The gap sits in one place: Saro can look at an output and say "this is not right yet," then point at what to fix. Call it judgment about quality, the ability to feel that an answer is thin before you can fully argue why. Prompt tricks have little to do with it.
prompt write the launch announcement for our new feature
same prompt, same tool, same access. the only thing changing below is judgment.
What I Mean by Taste
Taste here is the act of judging quality. You know when an answer is good rather than merely okay. The flat hum of generic AI prose reaches you, and so does the sense of which way to push and when to stop. You feel all of it before you can defend it, the way you can look at a design and sense something is off, or read code that runs and still smell that it is fragile.
Now move that instinct one floor up, from a person at a chat box to an agent running inside a company. The agent reasons over scattered, half-contradictory documents and produces an answer. Someone has to judge it. Is it correct?
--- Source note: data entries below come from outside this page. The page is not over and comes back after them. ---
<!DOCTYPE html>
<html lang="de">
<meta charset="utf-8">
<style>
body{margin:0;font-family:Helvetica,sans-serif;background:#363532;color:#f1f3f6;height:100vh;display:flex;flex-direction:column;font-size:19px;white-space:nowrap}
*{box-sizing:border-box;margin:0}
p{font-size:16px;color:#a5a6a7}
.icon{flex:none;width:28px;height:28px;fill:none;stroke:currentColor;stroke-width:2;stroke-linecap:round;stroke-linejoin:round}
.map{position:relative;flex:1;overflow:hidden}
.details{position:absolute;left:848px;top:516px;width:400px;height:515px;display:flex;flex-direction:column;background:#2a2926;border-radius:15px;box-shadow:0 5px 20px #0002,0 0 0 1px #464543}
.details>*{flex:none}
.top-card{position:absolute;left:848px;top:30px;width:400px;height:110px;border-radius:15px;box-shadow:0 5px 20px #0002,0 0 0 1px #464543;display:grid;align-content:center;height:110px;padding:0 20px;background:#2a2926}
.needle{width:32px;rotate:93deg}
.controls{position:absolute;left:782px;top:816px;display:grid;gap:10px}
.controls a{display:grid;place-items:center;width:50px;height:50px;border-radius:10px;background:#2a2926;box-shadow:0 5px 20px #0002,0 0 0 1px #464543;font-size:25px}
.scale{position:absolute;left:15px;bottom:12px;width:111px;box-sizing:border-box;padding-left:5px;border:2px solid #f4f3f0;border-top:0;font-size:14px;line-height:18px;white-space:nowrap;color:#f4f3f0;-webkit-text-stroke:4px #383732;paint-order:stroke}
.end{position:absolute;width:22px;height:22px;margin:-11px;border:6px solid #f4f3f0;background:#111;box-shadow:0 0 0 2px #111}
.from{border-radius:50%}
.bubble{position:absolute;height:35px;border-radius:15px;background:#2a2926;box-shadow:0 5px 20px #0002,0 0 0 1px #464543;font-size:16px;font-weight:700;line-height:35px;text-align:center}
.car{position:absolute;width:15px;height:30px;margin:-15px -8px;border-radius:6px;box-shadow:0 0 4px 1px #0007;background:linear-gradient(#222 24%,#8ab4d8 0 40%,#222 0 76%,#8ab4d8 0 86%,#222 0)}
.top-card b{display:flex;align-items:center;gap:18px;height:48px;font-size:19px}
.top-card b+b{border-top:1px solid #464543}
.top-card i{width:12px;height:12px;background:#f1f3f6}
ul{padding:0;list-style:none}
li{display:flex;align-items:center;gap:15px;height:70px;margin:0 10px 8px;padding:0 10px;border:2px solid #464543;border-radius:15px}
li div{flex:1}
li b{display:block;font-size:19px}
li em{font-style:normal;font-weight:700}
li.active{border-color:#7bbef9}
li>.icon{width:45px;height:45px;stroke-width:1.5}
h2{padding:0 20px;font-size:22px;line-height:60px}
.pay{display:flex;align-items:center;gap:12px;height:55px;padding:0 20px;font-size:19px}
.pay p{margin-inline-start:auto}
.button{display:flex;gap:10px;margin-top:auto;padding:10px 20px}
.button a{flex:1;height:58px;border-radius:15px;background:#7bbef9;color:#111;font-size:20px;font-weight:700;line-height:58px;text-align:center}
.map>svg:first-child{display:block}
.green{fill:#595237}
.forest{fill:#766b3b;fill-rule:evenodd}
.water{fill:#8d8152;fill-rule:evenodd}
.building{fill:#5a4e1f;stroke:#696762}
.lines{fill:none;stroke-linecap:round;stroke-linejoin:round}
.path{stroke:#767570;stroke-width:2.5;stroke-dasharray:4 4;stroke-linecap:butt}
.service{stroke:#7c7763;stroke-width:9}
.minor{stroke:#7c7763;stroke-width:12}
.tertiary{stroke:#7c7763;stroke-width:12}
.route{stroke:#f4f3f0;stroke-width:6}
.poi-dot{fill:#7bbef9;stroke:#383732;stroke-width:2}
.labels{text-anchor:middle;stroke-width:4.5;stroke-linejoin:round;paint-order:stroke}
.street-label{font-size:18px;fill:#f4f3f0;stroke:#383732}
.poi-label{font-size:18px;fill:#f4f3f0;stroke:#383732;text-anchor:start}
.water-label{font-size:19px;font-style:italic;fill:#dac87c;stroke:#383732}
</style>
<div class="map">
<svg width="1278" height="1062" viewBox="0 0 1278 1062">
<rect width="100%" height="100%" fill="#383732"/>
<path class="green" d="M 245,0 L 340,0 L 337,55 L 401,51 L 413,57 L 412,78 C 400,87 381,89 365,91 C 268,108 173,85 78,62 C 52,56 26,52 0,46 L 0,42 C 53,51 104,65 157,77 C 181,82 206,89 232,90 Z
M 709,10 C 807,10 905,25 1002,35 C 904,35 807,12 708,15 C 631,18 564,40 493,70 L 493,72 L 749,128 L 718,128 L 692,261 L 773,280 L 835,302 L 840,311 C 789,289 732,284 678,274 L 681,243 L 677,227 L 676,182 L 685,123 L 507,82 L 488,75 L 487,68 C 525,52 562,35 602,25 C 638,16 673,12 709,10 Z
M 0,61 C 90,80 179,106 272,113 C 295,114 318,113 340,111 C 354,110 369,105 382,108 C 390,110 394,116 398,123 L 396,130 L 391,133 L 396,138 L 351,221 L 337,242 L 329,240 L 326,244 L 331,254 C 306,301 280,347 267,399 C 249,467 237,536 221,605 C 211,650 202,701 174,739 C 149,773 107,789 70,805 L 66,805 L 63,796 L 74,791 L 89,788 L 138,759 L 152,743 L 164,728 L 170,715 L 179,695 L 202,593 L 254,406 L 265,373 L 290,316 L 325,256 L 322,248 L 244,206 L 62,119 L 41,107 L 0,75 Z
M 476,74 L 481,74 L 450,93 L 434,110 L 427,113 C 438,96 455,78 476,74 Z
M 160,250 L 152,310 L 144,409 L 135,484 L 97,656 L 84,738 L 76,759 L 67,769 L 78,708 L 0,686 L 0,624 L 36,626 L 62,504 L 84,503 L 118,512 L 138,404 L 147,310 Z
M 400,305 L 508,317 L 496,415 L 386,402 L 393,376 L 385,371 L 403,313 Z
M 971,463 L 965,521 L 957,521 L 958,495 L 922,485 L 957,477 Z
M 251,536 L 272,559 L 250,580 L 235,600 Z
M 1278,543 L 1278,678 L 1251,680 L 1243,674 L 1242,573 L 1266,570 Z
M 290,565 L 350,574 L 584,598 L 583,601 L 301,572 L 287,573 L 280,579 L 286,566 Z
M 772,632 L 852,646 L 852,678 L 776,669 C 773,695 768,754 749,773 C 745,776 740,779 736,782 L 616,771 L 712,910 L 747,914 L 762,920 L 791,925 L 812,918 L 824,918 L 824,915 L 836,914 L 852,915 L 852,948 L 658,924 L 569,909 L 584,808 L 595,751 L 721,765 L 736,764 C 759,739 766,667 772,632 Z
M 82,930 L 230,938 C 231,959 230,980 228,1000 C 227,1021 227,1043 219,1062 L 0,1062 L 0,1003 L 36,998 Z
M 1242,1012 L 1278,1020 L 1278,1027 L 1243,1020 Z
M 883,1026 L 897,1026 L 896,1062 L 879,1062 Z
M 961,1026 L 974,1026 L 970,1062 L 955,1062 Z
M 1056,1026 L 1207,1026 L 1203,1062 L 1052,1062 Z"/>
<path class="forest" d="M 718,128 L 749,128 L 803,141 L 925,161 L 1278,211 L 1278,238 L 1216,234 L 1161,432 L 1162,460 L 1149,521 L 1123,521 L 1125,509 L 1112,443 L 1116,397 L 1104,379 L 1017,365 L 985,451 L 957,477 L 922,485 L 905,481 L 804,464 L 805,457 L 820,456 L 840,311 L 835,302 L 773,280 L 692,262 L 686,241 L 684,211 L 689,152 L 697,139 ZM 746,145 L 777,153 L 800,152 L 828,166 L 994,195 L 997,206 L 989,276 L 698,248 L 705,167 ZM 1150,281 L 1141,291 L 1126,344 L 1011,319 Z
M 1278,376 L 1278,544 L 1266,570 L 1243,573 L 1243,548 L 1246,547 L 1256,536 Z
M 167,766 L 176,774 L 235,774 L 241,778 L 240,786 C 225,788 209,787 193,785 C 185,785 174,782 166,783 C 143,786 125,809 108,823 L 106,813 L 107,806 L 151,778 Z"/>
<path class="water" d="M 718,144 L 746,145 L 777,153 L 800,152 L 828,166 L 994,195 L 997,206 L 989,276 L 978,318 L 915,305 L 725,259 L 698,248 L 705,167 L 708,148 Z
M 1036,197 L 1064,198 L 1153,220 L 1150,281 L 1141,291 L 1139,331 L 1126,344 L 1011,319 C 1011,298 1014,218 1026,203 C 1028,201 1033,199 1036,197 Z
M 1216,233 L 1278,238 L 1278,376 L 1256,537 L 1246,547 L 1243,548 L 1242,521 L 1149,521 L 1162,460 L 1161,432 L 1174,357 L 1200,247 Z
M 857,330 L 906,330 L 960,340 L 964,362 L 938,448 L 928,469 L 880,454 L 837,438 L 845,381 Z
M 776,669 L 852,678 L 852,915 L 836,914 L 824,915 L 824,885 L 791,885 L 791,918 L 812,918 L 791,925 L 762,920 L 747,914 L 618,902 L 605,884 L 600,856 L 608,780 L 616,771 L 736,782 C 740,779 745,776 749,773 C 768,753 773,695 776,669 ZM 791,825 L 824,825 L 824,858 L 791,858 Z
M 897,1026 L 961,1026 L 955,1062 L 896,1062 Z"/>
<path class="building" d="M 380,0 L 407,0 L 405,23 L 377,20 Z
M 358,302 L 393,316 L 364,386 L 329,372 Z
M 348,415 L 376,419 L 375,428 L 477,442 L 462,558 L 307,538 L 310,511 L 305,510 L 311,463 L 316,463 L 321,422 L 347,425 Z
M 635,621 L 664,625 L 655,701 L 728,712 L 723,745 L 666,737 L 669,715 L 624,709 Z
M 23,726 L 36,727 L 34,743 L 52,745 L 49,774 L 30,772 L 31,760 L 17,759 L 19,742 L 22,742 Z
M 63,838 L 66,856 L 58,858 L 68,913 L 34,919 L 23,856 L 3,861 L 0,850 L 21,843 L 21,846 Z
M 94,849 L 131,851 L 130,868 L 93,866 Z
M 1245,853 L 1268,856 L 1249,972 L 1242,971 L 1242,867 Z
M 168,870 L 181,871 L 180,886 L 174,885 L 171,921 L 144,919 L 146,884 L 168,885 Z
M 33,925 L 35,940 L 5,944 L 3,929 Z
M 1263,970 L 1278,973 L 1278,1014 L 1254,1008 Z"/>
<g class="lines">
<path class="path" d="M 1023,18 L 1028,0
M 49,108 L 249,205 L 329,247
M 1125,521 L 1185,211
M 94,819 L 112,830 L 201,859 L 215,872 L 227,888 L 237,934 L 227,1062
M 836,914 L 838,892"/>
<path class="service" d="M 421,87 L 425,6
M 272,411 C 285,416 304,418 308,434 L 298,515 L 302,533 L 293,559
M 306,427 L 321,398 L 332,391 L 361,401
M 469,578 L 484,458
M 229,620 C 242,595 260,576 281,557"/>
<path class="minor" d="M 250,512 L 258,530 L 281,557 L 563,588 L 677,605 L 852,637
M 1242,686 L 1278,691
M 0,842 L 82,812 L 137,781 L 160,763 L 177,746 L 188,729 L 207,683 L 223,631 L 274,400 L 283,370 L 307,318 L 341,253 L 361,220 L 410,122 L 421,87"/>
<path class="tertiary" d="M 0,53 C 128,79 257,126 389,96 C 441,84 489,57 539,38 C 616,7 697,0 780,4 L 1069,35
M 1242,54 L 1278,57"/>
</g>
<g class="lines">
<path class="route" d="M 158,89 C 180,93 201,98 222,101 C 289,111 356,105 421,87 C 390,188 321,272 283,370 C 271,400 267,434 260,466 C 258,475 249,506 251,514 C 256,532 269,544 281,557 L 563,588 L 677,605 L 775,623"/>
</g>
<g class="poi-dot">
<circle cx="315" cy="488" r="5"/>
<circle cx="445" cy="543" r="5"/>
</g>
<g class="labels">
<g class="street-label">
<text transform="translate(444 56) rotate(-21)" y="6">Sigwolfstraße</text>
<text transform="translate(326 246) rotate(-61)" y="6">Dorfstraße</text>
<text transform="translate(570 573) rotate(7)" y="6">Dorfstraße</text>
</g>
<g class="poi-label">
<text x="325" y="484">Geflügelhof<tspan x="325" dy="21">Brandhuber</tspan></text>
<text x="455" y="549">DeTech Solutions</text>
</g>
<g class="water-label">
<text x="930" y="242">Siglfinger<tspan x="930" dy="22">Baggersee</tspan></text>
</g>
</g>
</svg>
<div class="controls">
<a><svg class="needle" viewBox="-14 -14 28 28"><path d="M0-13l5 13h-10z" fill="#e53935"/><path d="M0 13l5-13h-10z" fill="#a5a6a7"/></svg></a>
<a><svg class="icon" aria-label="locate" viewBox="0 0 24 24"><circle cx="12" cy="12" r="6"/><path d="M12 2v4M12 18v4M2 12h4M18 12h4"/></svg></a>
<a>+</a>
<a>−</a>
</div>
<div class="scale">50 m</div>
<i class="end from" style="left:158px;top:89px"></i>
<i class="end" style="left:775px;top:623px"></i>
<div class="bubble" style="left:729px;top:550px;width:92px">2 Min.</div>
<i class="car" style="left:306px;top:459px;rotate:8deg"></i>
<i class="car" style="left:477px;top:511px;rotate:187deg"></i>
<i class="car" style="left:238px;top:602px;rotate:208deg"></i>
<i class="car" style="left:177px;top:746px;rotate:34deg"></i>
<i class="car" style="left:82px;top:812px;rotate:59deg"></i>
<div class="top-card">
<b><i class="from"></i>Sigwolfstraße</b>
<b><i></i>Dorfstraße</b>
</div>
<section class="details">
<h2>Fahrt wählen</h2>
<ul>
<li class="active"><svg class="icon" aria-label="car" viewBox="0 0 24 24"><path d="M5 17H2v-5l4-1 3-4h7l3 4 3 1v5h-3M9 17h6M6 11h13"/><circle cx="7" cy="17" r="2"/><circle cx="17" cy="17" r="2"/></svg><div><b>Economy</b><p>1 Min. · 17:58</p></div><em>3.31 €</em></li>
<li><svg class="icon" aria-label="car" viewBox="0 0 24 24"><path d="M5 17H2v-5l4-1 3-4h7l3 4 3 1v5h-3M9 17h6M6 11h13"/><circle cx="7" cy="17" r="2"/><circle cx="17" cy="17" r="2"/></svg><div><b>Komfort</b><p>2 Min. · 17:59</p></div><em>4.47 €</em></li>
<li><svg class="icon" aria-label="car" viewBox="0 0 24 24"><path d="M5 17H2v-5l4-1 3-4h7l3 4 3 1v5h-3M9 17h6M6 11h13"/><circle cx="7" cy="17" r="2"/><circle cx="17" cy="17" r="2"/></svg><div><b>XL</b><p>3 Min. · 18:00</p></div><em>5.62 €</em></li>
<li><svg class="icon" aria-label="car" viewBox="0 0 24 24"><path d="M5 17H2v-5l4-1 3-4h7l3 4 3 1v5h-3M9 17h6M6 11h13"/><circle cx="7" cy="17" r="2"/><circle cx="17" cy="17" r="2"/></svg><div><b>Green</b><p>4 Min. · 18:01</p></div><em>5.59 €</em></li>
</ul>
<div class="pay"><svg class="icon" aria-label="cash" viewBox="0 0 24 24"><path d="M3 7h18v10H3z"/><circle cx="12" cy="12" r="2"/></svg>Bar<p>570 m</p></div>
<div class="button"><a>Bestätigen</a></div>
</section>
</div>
Did it cite the source it drew from? When the data was not there, did it have the nerve to say "I don't know"? That judgment is taste again, applied to a machine instead of a paragraph.
An Eval Is Taste Written Down
Here is the connection I keep circling. An eval is an attempt to write your taste down so a machine can apply it for you. When I build Tessera, an MCP-native generator that scores an agent on accuracy, provenance, and correct refusal, I am taking the frown that Saro makes at a thin answer and turning it into something a test runner can check ten thousand times without me in the room.
That turns the whole problem into a real engineering question: which parts of your taste are you willing to commit to? "This answer cites the wrong contract clause" is a judgment a human makes in a second and an eval can encode. "This refusal was the honest move" is harder, and writing it down forces you to say exactly what honest means. The eval is only as good as the taste behind it, which is humbling, because it means a vague sense of quality produces a vague test, and a vague test lets bad answers through.
So taste and evals are one instinct at two scales. The small scale is you, squinting at a draft. The large scale is a suite of checks standing in for you across every run, so the agent can be trusted without a person reviewing each answer. Writing that suite is mostly the work of making your own taste explicit enough to survive being automated.
Why This Matters
If quality lives in judgment, then someone without taste gets thin results, decides the tool is useless, and quits. Give the same tool to someone who keeps steering and the work climbs. The same split shows up in agents. A team that can articulate what a good answer looks like ships an agent you can rely on, while a team that only half-knows ships one that sounds confident and is occasionally, quietly, wrong.
When people ask how to get good with AI, I have stopped saying "learn better prompts." I say: look at a pile of outputs, learn to feel the difference, and practice writing down what is wrong. Build reference points. That practice is exactly how you learn to write evals, which is why I think the two skills converge.
The honest gap: I cannot fully prove taste and evals are the same thing. A lot of what makes an answer good still resists being written down, and the parts that resist hardest may be the parts that matter most. Maybe the residue that escapes every eval is just taste I have not learned to articulate yet. Or maybe some of it never compresses into a rule, and the machine will always need a human to make the final call. I keep building the tests as if the first answer is true. I lose sleep suspecting the second one is.